What is needed: Among the records below, how many lines contain the word "canvas"? The answer is a single number.

——————————

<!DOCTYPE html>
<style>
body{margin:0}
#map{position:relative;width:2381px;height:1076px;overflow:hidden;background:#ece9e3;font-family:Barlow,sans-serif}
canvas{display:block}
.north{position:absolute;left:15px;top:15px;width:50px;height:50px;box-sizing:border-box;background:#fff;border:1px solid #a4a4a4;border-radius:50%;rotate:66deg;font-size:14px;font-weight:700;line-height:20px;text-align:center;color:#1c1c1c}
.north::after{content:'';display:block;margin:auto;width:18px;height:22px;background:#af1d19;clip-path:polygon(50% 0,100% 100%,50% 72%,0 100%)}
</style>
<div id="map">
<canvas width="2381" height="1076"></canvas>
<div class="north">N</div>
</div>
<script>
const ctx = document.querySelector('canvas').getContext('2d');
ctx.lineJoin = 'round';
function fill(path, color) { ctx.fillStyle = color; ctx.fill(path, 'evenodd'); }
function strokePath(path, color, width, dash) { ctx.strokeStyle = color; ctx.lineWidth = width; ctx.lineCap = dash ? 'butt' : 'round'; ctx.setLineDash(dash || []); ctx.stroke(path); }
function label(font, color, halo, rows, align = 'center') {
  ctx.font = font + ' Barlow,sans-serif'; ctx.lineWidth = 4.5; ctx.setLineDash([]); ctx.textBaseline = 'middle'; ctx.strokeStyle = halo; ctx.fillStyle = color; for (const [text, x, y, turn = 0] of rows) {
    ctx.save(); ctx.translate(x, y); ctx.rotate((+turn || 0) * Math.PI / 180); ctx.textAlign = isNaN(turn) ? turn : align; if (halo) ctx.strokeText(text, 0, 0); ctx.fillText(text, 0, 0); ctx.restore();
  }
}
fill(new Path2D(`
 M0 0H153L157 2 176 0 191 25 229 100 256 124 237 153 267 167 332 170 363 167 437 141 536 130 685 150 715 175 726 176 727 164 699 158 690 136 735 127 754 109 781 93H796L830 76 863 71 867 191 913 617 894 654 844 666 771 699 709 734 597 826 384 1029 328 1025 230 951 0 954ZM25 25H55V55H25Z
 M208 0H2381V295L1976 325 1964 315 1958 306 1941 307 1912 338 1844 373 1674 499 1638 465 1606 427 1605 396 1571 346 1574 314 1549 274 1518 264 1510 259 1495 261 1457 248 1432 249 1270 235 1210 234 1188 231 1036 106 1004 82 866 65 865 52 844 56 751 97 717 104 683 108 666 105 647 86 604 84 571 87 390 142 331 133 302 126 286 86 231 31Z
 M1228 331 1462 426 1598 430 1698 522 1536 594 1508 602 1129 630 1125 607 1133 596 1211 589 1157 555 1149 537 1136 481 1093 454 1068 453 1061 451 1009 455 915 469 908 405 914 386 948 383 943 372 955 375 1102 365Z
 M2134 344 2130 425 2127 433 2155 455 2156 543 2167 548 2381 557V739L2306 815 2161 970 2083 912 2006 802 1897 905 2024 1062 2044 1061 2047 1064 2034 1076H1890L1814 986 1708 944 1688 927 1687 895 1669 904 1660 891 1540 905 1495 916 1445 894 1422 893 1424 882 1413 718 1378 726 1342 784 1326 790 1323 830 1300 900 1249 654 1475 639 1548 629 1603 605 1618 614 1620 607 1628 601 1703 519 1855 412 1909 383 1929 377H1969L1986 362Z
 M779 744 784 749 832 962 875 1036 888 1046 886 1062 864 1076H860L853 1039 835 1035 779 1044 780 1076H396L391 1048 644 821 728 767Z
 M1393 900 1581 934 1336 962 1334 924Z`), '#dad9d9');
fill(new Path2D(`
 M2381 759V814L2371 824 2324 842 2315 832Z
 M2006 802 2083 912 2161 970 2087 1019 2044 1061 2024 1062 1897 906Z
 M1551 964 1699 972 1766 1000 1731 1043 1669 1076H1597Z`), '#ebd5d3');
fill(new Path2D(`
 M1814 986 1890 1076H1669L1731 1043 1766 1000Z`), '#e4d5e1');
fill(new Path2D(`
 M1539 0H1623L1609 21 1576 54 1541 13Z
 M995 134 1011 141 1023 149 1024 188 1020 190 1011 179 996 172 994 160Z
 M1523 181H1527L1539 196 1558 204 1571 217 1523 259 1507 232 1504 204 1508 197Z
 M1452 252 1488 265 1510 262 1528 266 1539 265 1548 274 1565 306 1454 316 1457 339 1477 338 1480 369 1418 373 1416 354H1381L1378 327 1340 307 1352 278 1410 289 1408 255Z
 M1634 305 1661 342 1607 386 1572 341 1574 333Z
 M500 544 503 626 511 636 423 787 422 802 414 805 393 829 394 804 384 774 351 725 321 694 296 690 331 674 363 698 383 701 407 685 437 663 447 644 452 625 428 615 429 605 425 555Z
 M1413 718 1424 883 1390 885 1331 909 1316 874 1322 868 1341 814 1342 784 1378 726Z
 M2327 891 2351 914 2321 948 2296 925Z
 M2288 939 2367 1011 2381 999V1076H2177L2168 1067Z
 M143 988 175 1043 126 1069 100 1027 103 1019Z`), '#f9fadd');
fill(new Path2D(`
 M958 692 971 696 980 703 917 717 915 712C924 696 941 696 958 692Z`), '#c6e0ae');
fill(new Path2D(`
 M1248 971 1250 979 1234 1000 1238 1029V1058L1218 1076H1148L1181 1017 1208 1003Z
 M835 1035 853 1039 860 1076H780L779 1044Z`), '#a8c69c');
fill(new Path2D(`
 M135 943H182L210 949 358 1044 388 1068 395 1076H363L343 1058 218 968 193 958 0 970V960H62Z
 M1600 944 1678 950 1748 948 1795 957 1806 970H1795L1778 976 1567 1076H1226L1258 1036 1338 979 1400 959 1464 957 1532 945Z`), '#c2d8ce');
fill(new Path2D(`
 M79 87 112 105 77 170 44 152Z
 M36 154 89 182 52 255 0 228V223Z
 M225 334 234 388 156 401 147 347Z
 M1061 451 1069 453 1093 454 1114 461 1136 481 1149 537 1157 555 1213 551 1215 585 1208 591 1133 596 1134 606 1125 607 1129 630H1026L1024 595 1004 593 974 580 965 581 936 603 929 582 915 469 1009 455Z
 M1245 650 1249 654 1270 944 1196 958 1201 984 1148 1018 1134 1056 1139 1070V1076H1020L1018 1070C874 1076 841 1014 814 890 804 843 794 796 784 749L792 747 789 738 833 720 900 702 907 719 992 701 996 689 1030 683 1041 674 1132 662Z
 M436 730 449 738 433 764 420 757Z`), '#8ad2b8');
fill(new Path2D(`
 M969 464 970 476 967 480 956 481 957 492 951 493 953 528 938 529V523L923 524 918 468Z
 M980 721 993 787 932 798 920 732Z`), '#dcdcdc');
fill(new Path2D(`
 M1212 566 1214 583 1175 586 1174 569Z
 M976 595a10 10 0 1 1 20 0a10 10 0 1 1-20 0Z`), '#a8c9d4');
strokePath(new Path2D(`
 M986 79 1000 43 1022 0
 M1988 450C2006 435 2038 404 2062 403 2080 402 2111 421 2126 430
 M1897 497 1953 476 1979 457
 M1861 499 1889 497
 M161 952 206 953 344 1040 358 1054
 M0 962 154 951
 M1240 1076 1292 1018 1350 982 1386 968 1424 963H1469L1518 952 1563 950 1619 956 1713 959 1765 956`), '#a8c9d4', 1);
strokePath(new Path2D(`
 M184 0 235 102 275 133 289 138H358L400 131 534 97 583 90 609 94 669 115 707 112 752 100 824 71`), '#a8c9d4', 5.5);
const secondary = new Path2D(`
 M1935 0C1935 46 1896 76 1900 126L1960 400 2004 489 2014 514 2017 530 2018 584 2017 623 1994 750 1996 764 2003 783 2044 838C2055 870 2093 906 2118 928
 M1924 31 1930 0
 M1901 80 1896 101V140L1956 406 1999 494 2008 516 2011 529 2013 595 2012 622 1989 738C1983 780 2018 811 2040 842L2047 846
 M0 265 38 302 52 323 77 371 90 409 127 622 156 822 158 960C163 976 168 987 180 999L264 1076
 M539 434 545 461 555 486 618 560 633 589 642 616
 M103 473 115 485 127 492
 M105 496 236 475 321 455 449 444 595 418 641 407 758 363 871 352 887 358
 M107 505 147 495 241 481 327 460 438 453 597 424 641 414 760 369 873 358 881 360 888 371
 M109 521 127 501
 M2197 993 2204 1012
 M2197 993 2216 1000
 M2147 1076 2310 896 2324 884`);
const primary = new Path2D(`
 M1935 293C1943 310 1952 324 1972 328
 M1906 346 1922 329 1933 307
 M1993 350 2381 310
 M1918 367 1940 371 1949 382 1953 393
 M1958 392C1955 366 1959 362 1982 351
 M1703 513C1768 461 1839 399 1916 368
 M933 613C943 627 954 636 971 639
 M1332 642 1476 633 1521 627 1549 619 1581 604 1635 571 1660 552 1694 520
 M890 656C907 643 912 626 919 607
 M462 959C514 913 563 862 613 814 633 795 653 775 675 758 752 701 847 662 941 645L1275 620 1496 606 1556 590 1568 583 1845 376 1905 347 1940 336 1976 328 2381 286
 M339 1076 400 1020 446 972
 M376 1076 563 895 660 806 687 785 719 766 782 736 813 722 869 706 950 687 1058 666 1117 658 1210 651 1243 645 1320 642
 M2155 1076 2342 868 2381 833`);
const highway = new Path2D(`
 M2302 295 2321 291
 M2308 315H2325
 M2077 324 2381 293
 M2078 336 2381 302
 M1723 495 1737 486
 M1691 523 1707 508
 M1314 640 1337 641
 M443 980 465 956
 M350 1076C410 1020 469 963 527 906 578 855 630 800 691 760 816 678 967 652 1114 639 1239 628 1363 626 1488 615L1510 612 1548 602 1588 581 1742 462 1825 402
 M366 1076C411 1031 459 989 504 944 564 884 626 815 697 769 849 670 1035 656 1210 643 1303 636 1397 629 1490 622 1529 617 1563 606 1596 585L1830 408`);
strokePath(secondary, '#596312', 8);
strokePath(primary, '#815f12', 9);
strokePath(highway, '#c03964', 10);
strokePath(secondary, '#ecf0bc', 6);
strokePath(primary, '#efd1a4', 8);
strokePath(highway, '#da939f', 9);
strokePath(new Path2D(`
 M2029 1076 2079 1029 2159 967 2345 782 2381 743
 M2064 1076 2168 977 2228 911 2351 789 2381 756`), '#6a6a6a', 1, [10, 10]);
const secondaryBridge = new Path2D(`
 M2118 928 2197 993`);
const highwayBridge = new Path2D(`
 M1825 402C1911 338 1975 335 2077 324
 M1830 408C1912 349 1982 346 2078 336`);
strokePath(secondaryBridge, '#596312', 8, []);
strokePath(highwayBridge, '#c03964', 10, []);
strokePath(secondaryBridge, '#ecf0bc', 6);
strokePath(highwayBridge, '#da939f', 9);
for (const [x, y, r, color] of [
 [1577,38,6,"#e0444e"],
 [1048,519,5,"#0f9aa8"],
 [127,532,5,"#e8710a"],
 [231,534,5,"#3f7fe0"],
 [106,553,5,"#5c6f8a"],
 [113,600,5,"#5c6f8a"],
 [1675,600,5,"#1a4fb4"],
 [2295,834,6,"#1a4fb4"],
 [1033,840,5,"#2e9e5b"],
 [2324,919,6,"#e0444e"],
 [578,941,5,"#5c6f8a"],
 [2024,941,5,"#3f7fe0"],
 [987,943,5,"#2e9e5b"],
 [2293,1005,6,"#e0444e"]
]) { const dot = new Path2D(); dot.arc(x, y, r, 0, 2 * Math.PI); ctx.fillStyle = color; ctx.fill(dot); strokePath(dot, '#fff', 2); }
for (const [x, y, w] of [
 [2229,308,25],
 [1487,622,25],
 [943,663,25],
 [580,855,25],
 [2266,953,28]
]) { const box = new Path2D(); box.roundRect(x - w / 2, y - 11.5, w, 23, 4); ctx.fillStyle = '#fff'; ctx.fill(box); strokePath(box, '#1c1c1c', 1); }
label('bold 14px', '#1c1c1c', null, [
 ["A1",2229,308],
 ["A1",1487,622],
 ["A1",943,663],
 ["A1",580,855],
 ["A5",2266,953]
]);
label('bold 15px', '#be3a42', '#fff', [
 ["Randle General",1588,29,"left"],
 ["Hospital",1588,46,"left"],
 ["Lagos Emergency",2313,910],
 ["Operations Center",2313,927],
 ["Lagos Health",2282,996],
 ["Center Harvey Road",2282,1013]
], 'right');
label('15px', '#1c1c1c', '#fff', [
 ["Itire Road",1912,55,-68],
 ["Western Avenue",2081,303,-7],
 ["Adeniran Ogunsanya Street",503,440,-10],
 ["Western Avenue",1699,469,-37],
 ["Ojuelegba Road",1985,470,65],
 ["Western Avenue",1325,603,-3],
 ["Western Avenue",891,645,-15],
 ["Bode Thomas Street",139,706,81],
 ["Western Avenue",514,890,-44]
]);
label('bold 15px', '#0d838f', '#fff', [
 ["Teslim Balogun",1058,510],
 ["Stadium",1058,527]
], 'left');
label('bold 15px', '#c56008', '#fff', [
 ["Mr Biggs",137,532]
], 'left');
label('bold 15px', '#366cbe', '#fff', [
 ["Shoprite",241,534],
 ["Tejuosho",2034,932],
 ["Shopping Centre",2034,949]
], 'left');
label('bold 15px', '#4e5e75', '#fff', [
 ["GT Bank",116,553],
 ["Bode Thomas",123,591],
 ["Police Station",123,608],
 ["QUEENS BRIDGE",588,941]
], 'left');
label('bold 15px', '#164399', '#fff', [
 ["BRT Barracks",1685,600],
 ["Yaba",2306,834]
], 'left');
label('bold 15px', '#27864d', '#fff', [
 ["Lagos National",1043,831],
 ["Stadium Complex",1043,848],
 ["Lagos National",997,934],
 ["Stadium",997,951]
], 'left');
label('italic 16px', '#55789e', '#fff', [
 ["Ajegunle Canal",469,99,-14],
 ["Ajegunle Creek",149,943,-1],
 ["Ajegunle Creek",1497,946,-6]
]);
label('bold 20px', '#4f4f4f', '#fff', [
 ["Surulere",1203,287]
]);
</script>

——————————

Answer box: 3